Pero hubo otros miedos que no lo abandonaron en toda su vida. La oscuridad lo espantaba hasta la inmovilidad. La noche y el sueño fueron, para él, pasaporte a lo desconocido. Dormir se igualaba con la pérdida de la conciencia y ahí se agazapaba el fin, la muerte, la nada. Los insomnios, por tanto, le fueron conocidos. La búsqueda de curas para tales males la encontró Chema en sus indagaciones sobre las honduras perversas del ser humano, en las plagas recurrentes de enteras civilizaciones. Para José María, la historia europea, por ejemplo, mucho tiene de criminal. Su capacidad para forjar atrocidades no ha tenido límites. Ningún otro pueblo, incluido el chino, los ha superado en estos trágicos menesteres. Por eso estudió, con ahínco y perseverancia, las cruzadas de la llamada cristiandad. Las vio como crueles matanzas por el poder y los negocios de perversos iluminados. Se inició con sus averiguaciones sobre los cataros, una comunidad del medievo que fue exterminada con ferocidad. Habitaron el sur de Francia y fueron erradicados, con saña inaudita, por ejércitos de reyezuelos insuflados de ignorantes fetichismos religiosos. Pérez los incluyó como un pasaje de su primera novela para vergüenza de los franceses que, pocos, muy pocos, saben de ese su infausto pasado genocida. Chema el investigador continuó escarbando en estas horrendas vicisitudes de la historia del hombre como si fueran sesiones terapéuticas, curas a sus temores. El Holocausto judío lo sintió en carne propia al recorrer los hornos crematorios y las barracas de Auschwitz. Kampuchea, y sus campos de muerte, la descubrió casi tan pronto como llegaron al poder los Khmer Rouge. Insistía Pérez en la responsabilidad, nunca asumida, por los profesores franceses de Pol Pot. Algo pasó durante sus estudios en la Sorbona que lo incubaron los gérmenes de su salvaje trayectoria. Chema dio repetidas voces de alarma apuntando, en especial, sobre los niños asesinos. Y siguió y siguió explorando Pérez en esas deformaciones brutales de pueblos enteros y sus tiranos paranoicos. Las purgas de Stalin, el genocidio de Ruanda, la diáspora armenia forzada por los turcos y, después, el rosario de catástrofes humanitarias del Cáucaso y anexas, le exprimieron a Pérez la tranquilidad de conciencia. El recuento que hizo de esos fenómenos quedó documentado en narraciones estupendas, ambientadas con esquicitos detalles de viajero constante.

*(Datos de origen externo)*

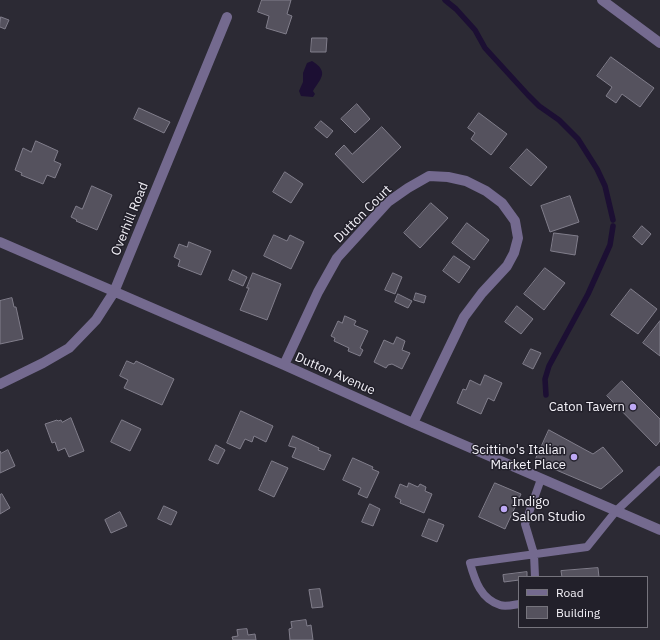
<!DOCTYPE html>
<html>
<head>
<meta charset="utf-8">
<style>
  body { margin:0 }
  #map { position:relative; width:660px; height:640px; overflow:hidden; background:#2c2a34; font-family:"IBM Plex Sans",sans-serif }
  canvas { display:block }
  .legend { position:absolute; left:518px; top:576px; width:130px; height:52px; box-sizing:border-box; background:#22202a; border:1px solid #76747d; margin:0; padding:5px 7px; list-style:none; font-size:12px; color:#f4f2f9 }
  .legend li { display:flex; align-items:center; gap:8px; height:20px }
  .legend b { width:20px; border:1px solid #76747d }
</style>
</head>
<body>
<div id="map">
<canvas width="660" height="640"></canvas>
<ul class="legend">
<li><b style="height:5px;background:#746a8f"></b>Road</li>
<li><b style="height:11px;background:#55525e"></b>Building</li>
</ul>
</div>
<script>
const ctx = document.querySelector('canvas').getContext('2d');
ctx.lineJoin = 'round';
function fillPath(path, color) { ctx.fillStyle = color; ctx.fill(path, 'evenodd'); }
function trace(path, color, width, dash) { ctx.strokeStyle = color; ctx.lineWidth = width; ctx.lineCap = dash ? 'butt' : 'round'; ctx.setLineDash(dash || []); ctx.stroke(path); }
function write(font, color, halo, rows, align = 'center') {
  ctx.font = font + ' "IBM Plex Sans",sans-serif'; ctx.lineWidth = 3; ctx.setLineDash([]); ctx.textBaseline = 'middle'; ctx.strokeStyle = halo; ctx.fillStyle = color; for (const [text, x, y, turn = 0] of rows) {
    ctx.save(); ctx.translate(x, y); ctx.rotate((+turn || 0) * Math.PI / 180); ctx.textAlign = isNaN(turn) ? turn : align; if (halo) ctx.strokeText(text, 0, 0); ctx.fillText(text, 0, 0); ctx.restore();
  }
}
fillPath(new Path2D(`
  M312,61c18,11 8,18 1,30l2,3 -2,3 -12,-1 -2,-5 4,-9v-9l4,-10z`), '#1c0f33');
trace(new Path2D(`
  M445,0l11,9 19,21 10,18 43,47 11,11 20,14 19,19 19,30 8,17 8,34
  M546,395l-1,-16 4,-13 39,-72 22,-49 3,-19`), '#1c0f33', 5.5);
const building = new Path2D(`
  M262,0h29l-4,14 5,2 -6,18 -20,-6 3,-12 -11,-4z
  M1,17l8,3 -4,9 -5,-2z
  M312,38h15l-1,14h-15z
  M611,57l43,31 -14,19 -18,-13 -6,9 -10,-7 6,-9 -15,-11z
  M357,104l13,15 -15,14 -14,-14z
  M139,108l31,14 -6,11 -30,-14z
  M479,113l28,21 -16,21 -20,-16 4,-6 -7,-5z
  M321,121l12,10 -6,7 -12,-10z
  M382,127l19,20 -38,36 -28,-29 9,-9 8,9z
  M36,141l22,10 -4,10 7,3 -6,14 -8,-3 -4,9 -22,-9 1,-2 -7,-3 8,-22 8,4z
  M527,149l20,18 -16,19 -21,-18z
  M285,172l18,12 -12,19 -18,-11z
  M92,186l20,9 -15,35 -21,-9 1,-1 -6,-3 5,-11 6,3z
  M570,196l9,26 -29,10 -9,-26z
  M431,203l17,15 -28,30 -16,-15z
  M467,223l22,17 -15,20 -22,-17z
  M642,226l9,8 -9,11 -9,-8z
  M554,233l24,3 -3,19 -24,-4z
  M274,235l13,6 3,-6 14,7 -13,27 -27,-13z
  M189,242l22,9 -10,24 -23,-9 2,-6 -6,-3 5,-13 8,3z
  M454,256l16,11 -11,16 -16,-12z
  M545,268l20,15 -21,27 -20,-16z
  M233,270l14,7 -4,9 -14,-6z
  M253,273l28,11 -14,36 -27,-10 9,-22h-2z
  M393,273l9,4 -7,17 -10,-4z
  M631,289l26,20 -19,25 -27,-19z
  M416,293l10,3 -2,7 -10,-3z
  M398,294l14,7 -4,7 -13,-6z
  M12,298l2,9h2l7,32 -23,5v-43z
  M517,306l16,13 -12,15 -16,-12z
  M345,316l11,5 -2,4 14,6 -8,17 3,2 -3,6 -12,-5 1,-3 -15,-7 1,-3 -4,-2 7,-15 4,2z
  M660,321v35l-17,-13z
  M397,337l8,4 -3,9 8,3 -8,16 -10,-5 -4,1 -2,3 -12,-6 10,-22 9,4z
  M531,349l10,4 -8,16 -10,-5z
  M127,361l7,3 2,-3 38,18 -12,26 -38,-17 4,-8 -8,-4z
  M485,375l17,8 -8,18 -6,-3 -7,16 -24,-11 6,-14 3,1 4,-10 10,5z
  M622,381l38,38v22l-4,5 -49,-50z
  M241,411l32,15 -7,16 -12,-6 -2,6 -7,-3 -5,10 -13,-6z
  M71,418l13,33 -15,6 -4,-9 -7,3 -3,-9 -3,1 -7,-19 12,-4 1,1 3,-1 1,2z
  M122,420l19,9 -11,22 -19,-9z
  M549,430l44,24 10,-7 20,24 -22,18 -66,-28z
  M293,436l26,12 -1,2 13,5 -7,15 -32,-13 4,-9 -7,-2z
  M216,445l9,5 -7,14 -9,-4z
  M8,450l7,16 -15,7v-22l1,2z
  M353,458l20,9 -1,2 7,3 -12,26 -9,-4 3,-6 -18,-8z
  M272,461l16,7 -14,29 -15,-7z
  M409,483l9,4 2,-3 6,3 -1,4 7,3 -8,19 -24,-10 1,-3 -6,-3 5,-13 7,3z
  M495,483l26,11 -16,35 -26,-12z
  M2,494l8,14 -10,6v-19z
  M370,504l10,5 -7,17 -11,-4z
  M164,506l13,6 -6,13 -13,-6z
  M120,512l7,14 -16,7 -6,-13z
  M429,519l15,6 -7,17 -15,-6z
  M598,568l1,9h-37l-1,-6z
  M527,572v5h-8v3l-15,2 -1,-7z
  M320,589l3,18 -11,1 -3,-18z
  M306,620l1,6 4,-1 2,15h-23l-1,-11 3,-1 -1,-6z
  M247,629l1,6 7,-1 1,6h-23l-1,-3 6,-1 -1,-6z`);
fillPath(building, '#55525e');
trace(building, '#817e8b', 1);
trace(new Path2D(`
  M535,577l-1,-23 -9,-30 16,-45
  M519,604c-6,1 -14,3 -19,1 -19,-6 -25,-24 -30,-42l117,-16 29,-36 44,-41`), '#746a8f', 8);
trace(new Path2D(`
  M602,0l58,43
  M0,242l284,123 129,58 247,107
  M284,365l34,-73 19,-34 51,-56 20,-14 21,-12 19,1 18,4 20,10 16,12 13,18 3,17 -4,15 -7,13 -25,27 -18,24 -51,106
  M0,384l43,-21 26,-15 27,-28 18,-28 113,-275`), '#746a8f', 10);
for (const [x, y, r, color] of [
  [633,407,4,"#bea9f5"],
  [574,457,4,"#bea9f5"],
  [504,509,4,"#bea9f5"]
]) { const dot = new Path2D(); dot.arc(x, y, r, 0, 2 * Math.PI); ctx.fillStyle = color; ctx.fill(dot); trace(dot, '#22202a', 1.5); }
write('13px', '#f4f2f9', '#22202a', [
  ["Dutton Court",363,214,-45],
  ["Overhill Road",130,219,-68],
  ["Dutton Avenue",335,374,24]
]);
write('13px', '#f4f2f9', '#22202a', [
  ["Caton Tavern",625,407],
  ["Scittino's Italian",566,450],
  ["Market Place",566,465],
  ["Indigo",512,502,"left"],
  ["Salon Studio",512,517,"left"]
], 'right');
</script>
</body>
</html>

Pero la delicada, precisa prosa de Pérez Gay, ya muy reconocida, llega a sus más depuradas alturas cuando se adentra en la poesía de algunos personajes de corte trágico. En la del austriaco Paul Celan, Pérez Gay se encuentra en su mejor versión como escritor de gran aliento. Sus traducciones no son simples traslapes de idiomas, sino que su dominio del alemán y el español le posibilita recrear las imágenes contenidas en esos pequeños sarcófagos que son las palabras de ambos idiomas. La densa, oscura poesía de Celan la desgrana Pérez en un español delicado, transparente, preciso. El suicidio de Celan, como el de ese otro austriaco, también judío, Joseph Roth, novelista muy estudiado por Pérez en su clásico El imperio perdido, le sirve para afirmar, por contraste, su decidido apego a la vida. Y a este propósito vital se aferró Chema hasta su doloroso final. El miedo a la muerte, superado por el deseo de vida, permitió a Pérez Gay soportar su prolongada agonía con arrestos renovados cada día.